Some enchanted evening? Let me try to do justice to the dinner and dance that Samantha Boardman, M.D., and Aby Rosen, the arts patron and real estate mogul, gave in late autumn at the Four Seasons restaurant on Park Avenue.
"Don't call it a wedding," Aby said. "Call it a party"-and what a party it was. Some 300 of the couple's friends and family, all ages, all walks of social life, the arts, and the financial world, were invited to a belated celebration of Samantha and Aby's marriage last summer, which, by high-society standards, was practically an elopement, so small and discreet an affair was it. Not since the wedding of Marie-Chantal Miller to Crown Prince Pavlos of Greece a decade ago in London-where, under a celery-green-and-pink luncheon tent (or maybe it was the champagne that was pink; whatever, we were awash in pastels and magnificence), I heard a very pearly voice say, "I'd best go home for a lie-down; I've got two parties tonight," and, turning, saw that it was, really, Queen Elizabeth of England speaking-have I witnessed so much sophisticated fun and grandeur at a private do.
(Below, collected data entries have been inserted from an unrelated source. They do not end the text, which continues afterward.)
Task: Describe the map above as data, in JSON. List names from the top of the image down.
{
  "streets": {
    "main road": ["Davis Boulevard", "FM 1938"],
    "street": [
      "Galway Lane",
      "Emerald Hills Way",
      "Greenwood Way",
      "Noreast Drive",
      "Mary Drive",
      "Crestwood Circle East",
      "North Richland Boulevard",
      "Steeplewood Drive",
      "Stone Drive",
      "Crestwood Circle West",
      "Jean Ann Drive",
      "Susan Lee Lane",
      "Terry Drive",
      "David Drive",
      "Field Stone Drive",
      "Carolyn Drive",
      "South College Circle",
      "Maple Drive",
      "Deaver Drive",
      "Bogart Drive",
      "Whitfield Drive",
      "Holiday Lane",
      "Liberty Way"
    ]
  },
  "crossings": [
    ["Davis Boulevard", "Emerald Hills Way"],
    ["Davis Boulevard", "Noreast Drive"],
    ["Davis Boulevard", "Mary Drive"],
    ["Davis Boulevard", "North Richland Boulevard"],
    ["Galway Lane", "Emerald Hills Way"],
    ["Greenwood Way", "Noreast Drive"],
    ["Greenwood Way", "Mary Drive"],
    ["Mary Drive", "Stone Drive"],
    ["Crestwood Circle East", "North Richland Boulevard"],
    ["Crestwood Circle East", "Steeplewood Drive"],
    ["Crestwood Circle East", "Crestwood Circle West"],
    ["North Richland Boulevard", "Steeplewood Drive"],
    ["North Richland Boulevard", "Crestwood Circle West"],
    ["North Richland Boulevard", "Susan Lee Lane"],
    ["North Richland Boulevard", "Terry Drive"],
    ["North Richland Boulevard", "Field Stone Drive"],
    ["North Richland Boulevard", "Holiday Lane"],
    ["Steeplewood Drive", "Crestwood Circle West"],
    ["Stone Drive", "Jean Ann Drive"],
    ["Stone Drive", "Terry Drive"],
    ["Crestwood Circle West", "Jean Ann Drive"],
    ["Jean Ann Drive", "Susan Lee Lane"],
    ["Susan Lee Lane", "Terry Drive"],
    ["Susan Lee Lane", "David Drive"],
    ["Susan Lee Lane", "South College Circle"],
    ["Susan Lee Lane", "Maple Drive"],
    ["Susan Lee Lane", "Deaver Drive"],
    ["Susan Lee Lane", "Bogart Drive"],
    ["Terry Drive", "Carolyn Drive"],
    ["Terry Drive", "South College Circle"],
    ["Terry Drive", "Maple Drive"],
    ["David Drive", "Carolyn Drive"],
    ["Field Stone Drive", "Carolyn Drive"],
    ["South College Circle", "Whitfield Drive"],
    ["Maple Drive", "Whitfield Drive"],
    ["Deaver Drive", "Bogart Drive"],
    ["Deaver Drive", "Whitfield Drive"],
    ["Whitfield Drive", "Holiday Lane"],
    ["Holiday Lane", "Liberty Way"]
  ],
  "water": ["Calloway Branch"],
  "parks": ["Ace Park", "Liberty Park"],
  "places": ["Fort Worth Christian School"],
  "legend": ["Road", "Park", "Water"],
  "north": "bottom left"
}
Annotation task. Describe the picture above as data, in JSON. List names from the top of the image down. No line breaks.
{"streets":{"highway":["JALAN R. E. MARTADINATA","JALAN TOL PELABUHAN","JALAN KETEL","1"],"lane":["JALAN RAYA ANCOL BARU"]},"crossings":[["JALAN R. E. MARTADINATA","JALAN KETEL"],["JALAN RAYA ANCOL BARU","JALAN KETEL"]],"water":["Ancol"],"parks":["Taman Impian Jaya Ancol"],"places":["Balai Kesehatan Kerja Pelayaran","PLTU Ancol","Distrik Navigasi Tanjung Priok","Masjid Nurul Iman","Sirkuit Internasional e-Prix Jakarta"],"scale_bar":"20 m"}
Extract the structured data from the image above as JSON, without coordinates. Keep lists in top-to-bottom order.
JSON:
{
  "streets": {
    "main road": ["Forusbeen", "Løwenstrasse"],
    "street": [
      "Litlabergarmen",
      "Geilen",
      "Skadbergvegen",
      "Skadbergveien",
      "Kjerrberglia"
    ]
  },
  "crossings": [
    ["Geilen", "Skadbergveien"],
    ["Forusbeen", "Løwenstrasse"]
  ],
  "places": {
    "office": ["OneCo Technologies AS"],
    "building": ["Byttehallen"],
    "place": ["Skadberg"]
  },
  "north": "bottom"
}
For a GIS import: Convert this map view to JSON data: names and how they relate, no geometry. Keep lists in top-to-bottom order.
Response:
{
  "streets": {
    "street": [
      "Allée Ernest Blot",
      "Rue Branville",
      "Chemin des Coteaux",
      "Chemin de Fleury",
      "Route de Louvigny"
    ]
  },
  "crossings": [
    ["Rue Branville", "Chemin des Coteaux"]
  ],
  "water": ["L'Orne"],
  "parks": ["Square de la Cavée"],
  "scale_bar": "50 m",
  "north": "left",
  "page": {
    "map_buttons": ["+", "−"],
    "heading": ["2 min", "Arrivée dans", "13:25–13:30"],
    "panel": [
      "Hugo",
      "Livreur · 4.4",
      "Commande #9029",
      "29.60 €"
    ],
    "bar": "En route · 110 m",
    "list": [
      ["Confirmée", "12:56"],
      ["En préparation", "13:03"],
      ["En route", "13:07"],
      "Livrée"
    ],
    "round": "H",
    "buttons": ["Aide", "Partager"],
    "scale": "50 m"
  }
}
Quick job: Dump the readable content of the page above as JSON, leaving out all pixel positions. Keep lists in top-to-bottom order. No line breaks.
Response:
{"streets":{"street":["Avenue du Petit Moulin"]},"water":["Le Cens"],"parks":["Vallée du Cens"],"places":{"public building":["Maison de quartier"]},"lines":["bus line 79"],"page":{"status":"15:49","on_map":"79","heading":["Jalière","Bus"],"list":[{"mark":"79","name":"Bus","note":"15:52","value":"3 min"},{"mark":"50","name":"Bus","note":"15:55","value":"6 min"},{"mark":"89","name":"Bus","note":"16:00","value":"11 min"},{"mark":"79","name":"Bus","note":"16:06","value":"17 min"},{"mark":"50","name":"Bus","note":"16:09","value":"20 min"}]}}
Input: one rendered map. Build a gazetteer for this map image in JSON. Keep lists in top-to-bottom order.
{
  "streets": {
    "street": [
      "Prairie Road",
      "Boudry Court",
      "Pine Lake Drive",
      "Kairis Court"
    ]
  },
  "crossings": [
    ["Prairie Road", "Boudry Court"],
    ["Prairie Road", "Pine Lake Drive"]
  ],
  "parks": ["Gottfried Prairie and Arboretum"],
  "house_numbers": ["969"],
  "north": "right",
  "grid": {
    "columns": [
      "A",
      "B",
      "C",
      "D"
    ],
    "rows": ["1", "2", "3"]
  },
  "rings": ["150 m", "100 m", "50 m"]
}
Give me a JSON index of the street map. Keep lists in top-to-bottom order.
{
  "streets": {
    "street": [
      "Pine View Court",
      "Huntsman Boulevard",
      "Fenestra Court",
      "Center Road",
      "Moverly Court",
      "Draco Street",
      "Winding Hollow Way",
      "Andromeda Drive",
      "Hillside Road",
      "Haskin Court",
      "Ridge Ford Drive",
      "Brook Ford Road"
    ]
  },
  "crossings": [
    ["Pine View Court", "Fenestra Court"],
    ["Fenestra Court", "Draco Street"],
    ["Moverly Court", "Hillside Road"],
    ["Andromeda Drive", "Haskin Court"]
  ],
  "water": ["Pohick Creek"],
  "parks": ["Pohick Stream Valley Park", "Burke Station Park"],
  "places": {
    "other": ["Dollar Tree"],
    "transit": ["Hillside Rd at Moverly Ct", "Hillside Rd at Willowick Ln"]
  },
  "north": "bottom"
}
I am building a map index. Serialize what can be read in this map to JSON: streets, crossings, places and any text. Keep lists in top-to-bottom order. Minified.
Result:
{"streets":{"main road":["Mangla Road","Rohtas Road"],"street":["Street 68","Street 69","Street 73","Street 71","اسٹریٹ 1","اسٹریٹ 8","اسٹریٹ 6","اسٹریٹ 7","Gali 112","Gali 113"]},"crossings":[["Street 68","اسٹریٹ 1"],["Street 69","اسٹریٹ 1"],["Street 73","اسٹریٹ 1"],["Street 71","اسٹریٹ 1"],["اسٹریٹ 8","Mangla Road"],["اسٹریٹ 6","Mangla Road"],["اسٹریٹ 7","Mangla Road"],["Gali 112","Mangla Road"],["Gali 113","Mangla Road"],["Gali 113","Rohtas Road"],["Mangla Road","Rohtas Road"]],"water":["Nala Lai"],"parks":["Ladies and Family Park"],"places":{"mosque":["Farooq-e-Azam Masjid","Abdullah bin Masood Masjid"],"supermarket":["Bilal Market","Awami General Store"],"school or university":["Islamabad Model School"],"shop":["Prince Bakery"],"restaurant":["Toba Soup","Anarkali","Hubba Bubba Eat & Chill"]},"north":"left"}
Both parties were designed by flower power Robert Isabell. But this time, instead of crowned heads, top hats, and tiaras, we had-well, as decoration, we had Andy Warhol's painting of The Last Supper, approximately 30 feet long, one of the most important religious paintings of the twentieth century, lent by Stephanie Seymour and Peter Brant. The Warhol towered in the Four Seasons' candlelit Pool Room, an altar to the jet set transformed with banquettes, pastries, and buckets of Cristal champagne and platinum Patron tequila into an after-dinner disco for dancing and dessert.
The ladies dressed up, if not beyond, in designer finery. But the gentlemen, in the spirit of the informal host (he wore a dark suit, a white shirt, no tie), were dissuaded from wearing black tie. Dr. Boardman thought pink, the color of her Christian Lacroix evening dress.
At sunset, the skies opened; it was heaving rain, usually the makings of some very lumpy, grumpy gravy in Gotham. However, even the most dampened spirits were elevated when they stepped into the foyer of architect Philip Johnson's masterpiece restaurant in the Seagram Building (which Aby Rosen conveniently owns) to be met by white-tied Russian violinists. Up the staircase to the bar they proceeded, everyone from the opera singer Renee Fleming to Blaine Trump in vintage Celine to Pia Getty in Ferretti to young Fernanda Niven in Vera Wang.